The Multivariate Generalised von Mises distribution: Inference and applications

TL;DR

This paper introduces the multivariate Generalised von Mises distribution for circular data, extending probabilistic models like Gaussian processes and PCA to the circular domain, enabling efficient inference and learning.

Contribution

It presents a new multivariate distribution for circular variables and develops circular regression and PCA models with efficient inference methods.

Findings

The mGvM distribution generalizes previous circular distributions.

Proposed models leverage standard covariance functions and relevance determination.
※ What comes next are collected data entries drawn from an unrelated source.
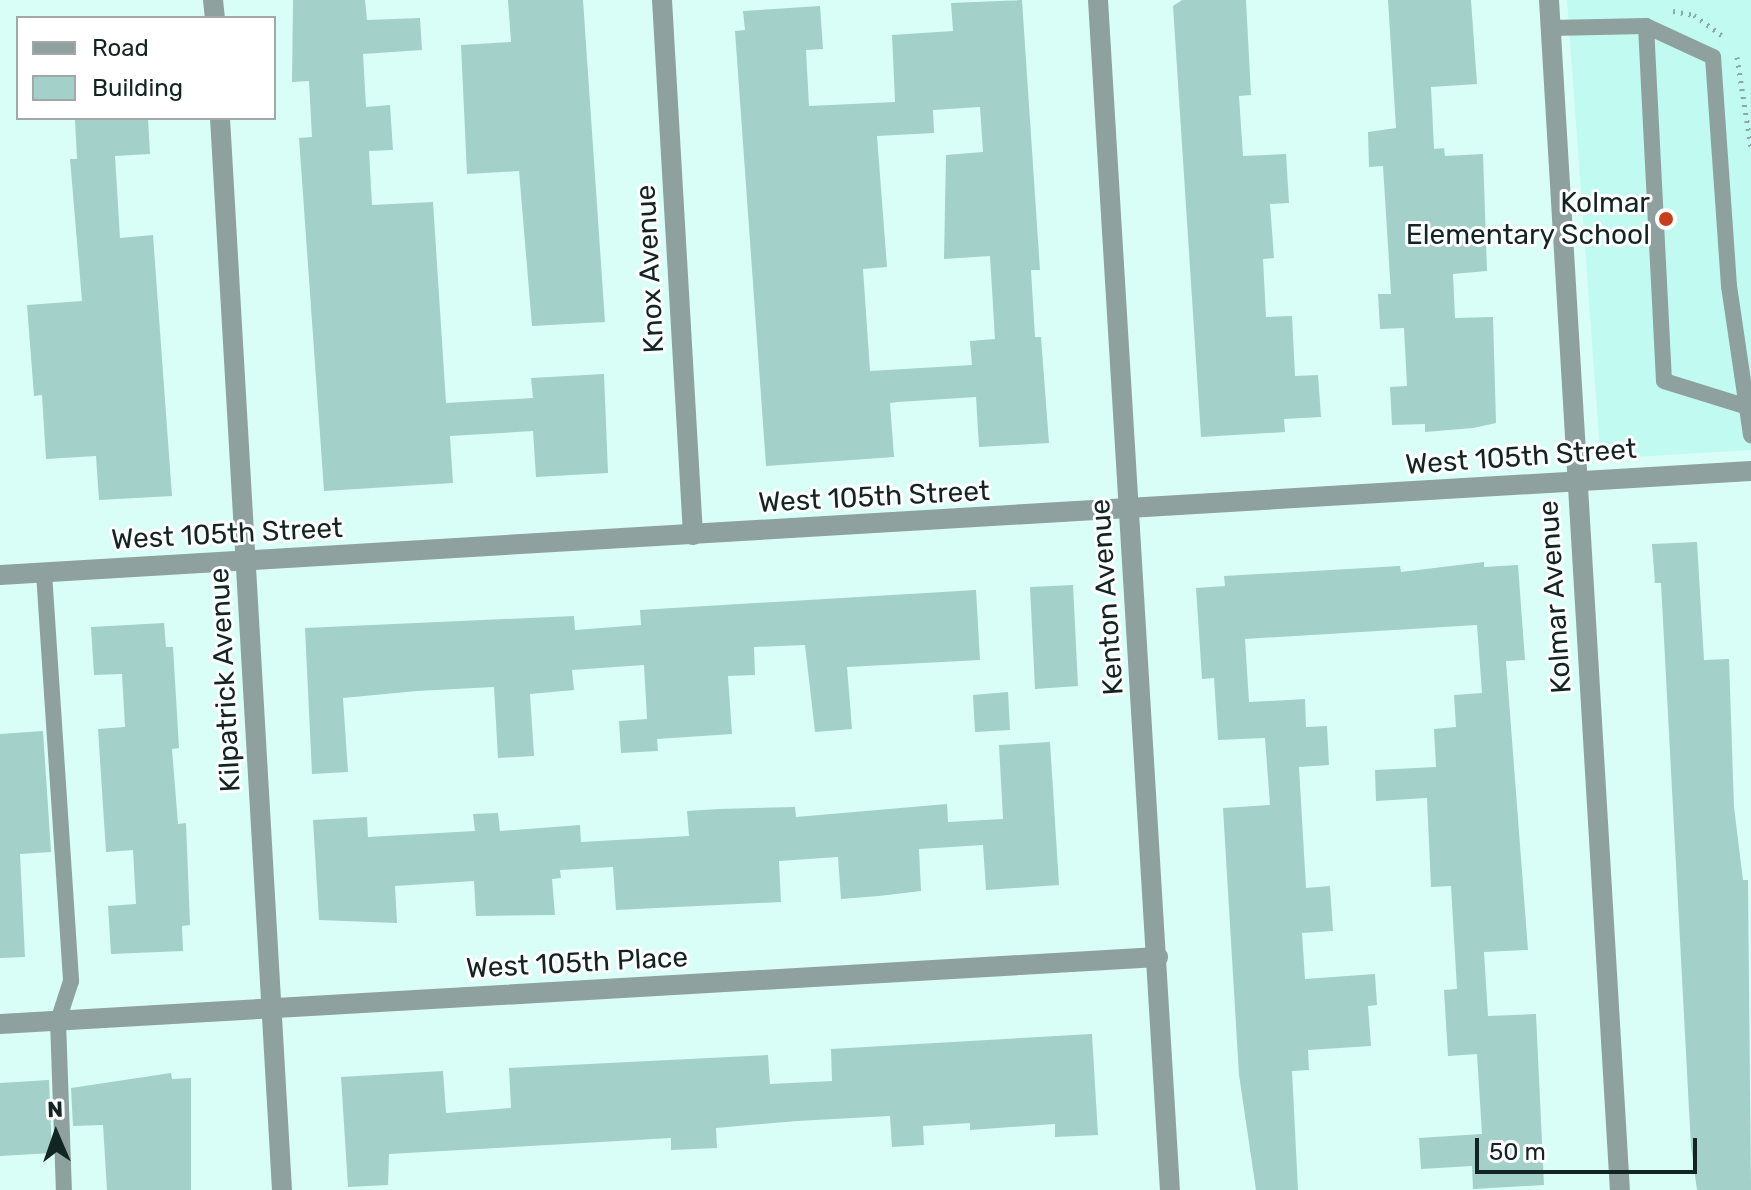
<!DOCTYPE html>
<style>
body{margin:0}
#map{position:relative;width:1751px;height:1190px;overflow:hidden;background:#d9fef8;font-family:Rubik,sans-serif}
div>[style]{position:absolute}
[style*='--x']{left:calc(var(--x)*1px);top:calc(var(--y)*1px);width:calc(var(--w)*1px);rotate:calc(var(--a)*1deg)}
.built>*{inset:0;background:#c1faf1}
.building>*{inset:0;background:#a3d0c9}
.path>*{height:5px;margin-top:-2.5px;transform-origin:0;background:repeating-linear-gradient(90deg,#8ba9a4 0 2px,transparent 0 8px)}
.lane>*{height:16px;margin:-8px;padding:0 8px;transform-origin:8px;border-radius:8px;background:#8ea19e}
.street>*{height:20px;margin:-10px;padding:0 10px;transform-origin:10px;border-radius:10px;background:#8ea19e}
.dots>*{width:22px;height:22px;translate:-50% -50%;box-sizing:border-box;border:4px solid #fff;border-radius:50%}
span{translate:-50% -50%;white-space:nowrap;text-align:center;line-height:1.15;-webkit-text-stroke:6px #fff;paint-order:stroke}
.poi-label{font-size:28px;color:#132523}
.right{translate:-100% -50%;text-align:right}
.street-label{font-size:28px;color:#132523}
.legend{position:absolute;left:16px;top:16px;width:260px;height:104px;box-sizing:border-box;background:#fff;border:2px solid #a1a8a7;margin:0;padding:10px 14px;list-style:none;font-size:24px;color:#132523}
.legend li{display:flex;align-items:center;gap:16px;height:40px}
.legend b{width:40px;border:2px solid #a1a8a7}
.north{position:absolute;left:16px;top:1094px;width:80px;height:80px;-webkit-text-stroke:6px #fff;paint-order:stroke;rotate:358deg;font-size:22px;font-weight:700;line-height:32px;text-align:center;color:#132523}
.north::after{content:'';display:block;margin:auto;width:28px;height:36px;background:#132523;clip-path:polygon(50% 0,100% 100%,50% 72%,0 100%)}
.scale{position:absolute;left:1475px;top:1138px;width:222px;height:36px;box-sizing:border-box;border:4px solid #132523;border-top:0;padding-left:10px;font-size:24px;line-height:28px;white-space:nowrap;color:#132523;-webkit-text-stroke:6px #fff;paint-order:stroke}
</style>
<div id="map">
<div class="built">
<i style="clip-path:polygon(1567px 0,1751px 0,1751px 450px,1616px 458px,1600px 452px)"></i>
</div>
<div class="building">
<i style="clip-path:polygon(293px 0,365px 0,367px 20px,420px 18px,422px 50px,363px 54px,366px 107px,390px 105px,393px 150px,369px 151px,372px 205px,433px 202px,446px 403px,533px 398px,531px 378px,604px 374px,608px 473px,536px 477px,533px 431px,450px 436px,453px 483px,324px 491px,299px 138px,312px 137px,309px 81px,292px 82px)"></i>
<i style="clip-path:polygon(508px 0,583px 0,605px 322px,532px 326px,519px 171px,467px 174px,461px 45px,511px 42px)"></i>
<i style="clip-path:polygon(evenodd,1022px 0,1040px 270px,1031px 270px,1035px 337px,1041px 337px,1049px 443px,979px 447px,976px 397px,898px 402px,890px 403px,894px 457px,766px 466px,735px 31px,745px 30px,743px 11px,820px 6px,823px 49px,806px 50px,809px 106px,895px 102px,892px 35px,953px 31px,951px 3px,1022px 0,980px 107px,983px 152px,946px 155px,944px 259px,990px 256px,995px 339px,970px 341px,972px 365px,870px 371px,863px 269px,887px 267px,877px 136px,934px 133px,933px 110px,980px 107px)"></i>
<i style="clip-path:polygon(1182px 0,1246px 0,1251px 95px,1239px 96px,1243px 156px,1286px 154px,1289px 203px,1270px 204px,1274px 258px,1263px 259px,1266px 317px,1292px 316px,1295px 376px,1318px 375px,1321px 417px,1284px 419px,1285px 432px,1201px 437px,1173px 6px)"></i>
<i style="clip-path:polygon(1388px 0,1471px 0,1477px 84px,1431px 87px,1434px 149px,1444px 148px,1445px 156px,1483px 154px,1487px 271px,1453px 274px,1455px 318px,1493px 317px,1496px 423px,1473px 428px,1425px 432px,1425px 424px,1392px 425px,1390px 387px,1407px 386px,1404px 328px,1380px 329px,1378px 294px,1391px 294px,1383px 166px,1369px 167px,1368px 132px,1396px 128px)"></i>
<i style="clip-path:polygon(148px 118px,150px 154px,115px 156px,120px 238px,153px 235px,172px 496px,99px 500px,96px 456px,46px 459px,42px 395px,34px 396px,27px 305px,82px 301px,70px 159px,77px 159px,75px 120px)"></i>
<i style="clip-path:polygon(1697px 542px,1704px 660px,1729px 659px,1734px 807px,1743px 880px,1748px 880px,1751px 1190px,1697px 1190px,1691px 1147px,1661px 583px,1655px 583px,1652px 544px)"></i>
<i style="clip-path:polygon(1484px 562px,1484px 567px,1518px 565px,1525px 660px,1506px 661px,1528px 950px,1484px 952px,1488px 1016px,1536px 1014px,1544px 1185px,1473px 1189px,1472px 1166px,1421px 1169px,1419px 1138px,1482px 1134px,1477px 1054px,1448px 1056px,1444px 990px,1457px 989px,1451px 886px,1431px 887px,1427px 798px,1376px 801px,1375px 770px,1436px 767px,1434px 729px,1456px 727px,1454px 695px,1482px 693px,1477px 625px,1245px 639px,1249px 702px,1305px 699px,1306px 727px,1327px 726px,1329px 765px,1299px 767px,1306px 888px,1330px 886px,1333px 931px,1302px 933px,1305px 979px,1375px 974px,1377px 1005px,1368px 1006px,1371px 1046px,1308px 1050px,1309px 1070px,1292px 1071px,1298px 1190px,1256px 1190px,1239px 1075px,1223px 808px,1270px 805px,1265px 738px,1218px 740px,1214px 678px,1202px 679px,1196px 588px,1225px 586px,1224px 576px,1400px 566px,1401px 572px)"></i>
<i style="clip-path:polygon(1073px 585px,1078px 686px,1035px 689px,1030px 587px)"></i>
<i style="clip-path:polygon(976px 590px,980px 660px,847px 667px,852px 729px,815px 732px,805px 645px,754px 647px,755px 675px,728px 676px,732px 734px,657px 739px,658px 751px,621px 753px,619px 721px,647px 719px,644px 665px,572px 670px,574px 690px,530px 694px,534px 756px,498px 758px,494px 687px,417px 691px,343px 698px,348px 772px,312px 774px,305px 628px,574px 616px,575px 630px,641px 625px,640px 610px)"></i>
<i style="clip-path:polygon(164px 623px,166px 647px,173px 647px,179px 748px,172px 749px,178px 824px,186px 823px,190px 925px,182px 926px,183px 951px,111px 954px,108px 906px,136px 904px,133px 850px,106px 852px,98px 729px,125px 727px,122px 674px,94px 675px,91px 627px)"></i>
<i style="clip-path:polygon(1008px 692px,1010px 730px,975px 732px,973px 695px)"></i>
<i style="clip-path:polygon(43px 731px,51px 852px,20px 854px,25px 957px,0 958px,0 734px)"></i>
<i style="clip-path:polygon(1050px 742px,1059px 885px,986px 890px,983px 845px,919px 849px,921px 891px,879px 896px,841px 899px,838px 857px,779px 861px,781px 902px,616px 910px,613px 867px,560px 870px,561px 878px,552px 879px,555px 915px,476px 916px,474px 881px,395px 886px,397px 923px,319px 920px,313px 820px,367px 817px,368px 837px,475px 831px,473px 814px,498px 813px,500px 831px,580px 825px,581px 842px,689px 836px,687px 811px,719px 809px,795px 807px,796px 817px,947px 804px,948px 822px,1003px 819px,999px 745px)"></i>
<i style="clip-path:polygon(1092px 1034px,1098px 1135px,1055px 1137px,1055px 1124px,970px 1130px,970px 1123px,923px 1126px,924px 1145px,892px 1147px,890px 1116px,797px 1121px,716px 1128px,717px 1148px,671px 1150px,671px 1138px,389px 1154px,388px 1185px,348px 1187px,341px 1077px,443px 1071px,446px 1113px,511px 1108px,509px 1068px,768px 1055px,770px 1084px,832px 1081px,831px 1049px)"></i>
<i style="clip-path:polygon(171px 1073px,172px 1079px,191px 1078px,191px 1190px,107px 1190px,103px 1125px,73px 1126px,71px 1088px)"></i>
<i style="clip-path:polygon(49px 1080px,52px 1153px,0 1156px,0 1083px)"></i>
</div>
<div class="path">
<i style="--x:1673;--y:11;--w:21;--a:11"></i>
<i style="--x:1694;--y:15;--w:39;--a:36"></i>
<i style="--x:1737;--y:57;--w:91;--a:81.2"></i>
</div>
<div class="lane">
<i style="--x:1646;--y:26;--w:355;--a:87.1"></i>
<i style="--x:1664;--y:381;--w:88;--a:17.2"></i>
<i style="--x:1551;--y:28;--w:95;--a:-1.2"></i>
<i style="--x:1646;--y:26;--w:74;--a:24.8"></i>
<i style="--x:1713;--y:57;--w:230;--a:86"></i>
<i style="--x:1729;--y:286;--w:151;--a:81.6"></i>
<i style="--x:44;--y:573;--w:409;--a:86.2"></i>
<i style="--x:71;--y:981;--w:42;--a:108"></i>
<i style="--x:58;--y:1021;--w:169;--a:88"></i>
</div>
<div class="street">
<i style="--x:213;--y:0;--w:18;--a:84"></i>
<i style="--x:662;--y:0;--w:536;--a:86.68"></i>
<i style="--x:1098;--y:0;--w:1192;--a:86.54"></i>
<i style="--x:1549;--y:0;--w:1192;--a:86.59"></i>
<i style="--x:220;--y:118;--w:1074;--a:86.69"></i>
<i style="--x:0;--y:575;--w:1754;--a:-3.4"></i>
<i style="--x:0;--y:1024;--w:1160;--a:-3.31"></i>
</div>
<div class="dots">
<i style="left:1666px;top:219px;background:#c83e1a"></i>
</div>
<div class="poi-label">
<span class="right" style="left:1650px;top:219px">Kolmar<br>Elementary School</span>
</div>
<div class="street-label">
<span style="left:650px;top:269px;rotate:-93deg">Knox Avenue</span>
<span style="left:1521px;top:457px;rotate:-4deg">West 105th Street</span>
<span style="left:874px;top:497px;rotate:-3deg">West 105th Street</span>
<span style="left:227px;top:534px;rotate:-3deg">West 105th Street</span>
<span style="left:1107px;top:597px;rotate:-94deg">Kenton Avenue</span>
<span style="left:1555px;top:597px;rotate:-94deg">Kolmar Avenue</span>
<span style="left:225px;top:680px;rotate:-93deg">Kilpatrick Avenue</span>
<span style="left:577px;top:963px;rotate:-3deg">West 105th Place</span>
</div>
<ul class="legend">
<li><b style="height:10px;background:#8ea19e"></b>Road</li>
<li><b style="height:22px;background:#a3d0c9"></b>Building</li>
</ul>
<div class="north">N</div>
<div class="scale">50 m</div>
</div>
Efficient variational inference schemes are developed for these models.

Abstract

Circular variables arise in a multitude of data-modelling contexts ranging from robotics to the social sciences, but they have been largely overlooked by the machine learning community. This paper partially redresses this imbalance by extending some standard probabilistic modelling tools to the circular domain. First we introduce a new multivariate distribution over circular variables, called the multivariate Generalised von Mises (mGvM) distribution. This distribution can be constructed by restricting and renormalising a general multivariate Gaussian distribution to the unit hyper-torus. Previously proposed multivariate circular distributions are shown to be special cases of this construction. Second, we introduce a new probabilistic model for circular regression, that is inspired by Gaussian Processes, and a method for probabilistic principal component analysis with circular hidden variables. These models can leverage standard modelling tools (e.g. covariance functions and methods for automatic relevance determination). Third, we show that the posterior distribution in these models is a mGvM distribution which enables development of an efficient variational free-energy scheme for performing approximate inference and approximate maximum-likelihood learning.